L’Institut fédéral pour l’évaluation des risques (BfR) met même en garde contre de grandes quantités individuelles prises à des intervalles plus longs. Toute personne appartenant à un groupe à risque ou soupçonnant une carence en vitamine D devrait en discuter avec un médecin.

5. L’air intérieur sec peut favoriser les infections respiratoires

Le chauffage réchauffe l’air intérieur. Cela entraîne une baisse de l’humidité relative à moins que de l’humidité ne soit ajoutée. L’air sec peut irriter les muqueuses et altérer la fonction naturelle de nettoyage des voies respiratoires. Ceci est destiné à aider le corps à éliminer le mucus, les particules et les agents pathogènes.

Dans une étude menée sur des souris, l’air sec a également affaibli les défenses contre les virus de la grippe. Des études réalisées avec des aérosols contre la toux produits artificiellement suggèrent également que ces virus restent infectieux plus longtemps à faible humidité.

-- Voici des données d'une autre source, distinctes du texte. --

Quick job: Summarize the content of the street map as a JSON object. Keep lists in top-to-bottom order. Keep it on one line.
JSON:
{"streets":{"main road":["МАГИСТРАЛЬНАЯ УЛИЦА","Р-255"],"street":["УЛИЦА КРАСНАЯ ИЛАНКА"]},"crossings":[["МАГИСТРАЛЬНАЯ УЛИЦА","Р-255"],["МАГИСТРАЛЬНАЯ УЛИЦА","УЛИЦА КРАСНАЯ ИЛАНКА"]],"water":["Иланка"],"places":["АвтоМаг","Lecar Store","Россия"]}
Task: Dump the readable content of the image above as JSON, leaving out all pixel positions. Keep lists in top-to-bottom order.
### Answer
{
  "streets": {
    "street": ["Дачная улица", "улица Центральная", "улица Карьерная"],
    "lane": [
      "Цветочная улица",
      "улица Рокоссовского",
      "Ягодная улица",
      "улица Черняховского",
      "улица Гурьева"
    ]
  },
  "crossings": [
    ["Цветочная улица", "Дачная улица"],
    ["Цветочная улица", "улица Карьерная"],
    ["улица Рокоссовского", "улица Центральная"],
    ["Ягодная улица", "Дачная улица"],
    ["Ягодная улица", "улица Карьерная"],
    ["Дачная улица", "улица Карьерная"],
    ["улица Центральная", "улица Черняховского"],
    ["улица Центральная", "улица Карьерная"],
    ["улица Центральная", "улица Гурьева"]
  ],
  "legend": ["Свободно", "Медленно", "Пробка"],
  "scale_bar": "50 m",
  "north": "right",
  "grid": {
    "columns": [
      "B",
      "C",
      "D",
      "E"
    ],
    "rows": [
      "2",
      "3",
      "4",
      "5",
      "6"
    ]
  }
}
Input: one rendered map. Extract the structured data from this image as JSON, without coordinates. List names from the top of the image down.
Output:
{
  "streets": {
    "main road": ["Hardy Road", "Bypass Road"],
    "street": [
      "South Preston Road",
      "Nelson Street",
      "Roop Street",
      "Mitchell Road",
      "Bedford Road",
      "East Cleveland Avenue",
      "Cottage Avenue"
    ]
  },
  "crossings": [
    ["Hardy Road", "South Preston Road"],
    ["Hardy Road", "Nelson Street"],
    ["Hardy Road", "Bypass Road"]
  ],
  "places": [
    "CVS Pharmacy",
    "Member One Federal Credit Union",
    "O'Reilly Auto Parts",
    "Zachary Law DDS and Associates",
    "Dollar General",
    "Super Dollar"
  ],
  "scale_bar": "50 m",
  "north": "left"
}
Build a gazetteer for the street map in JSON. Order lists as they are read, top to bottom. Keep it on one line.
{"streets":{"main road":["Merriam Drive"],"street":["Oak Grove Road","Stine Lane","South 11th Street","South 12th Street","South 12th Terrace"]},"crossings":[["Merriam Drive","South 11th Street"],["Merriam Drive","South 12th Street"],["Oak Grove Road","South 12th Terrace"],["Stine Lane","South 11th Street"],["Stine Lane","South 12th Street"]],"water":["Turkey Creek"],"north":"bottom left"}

L’air sec de chauffage peut donc favoriser la transmission de virus respiratoires dans certaines conditions. Cependant, les résultats des expérimentations animales et des aérosols artificiels ne peuvent pas être directement transposés à toutes les situations intérieures.

En général, cependant, ce qui suit s’applique : des promenades régulières au grand air et de nombreux bains de forêt aident également à lutter contre la sécheresse des muqueuses.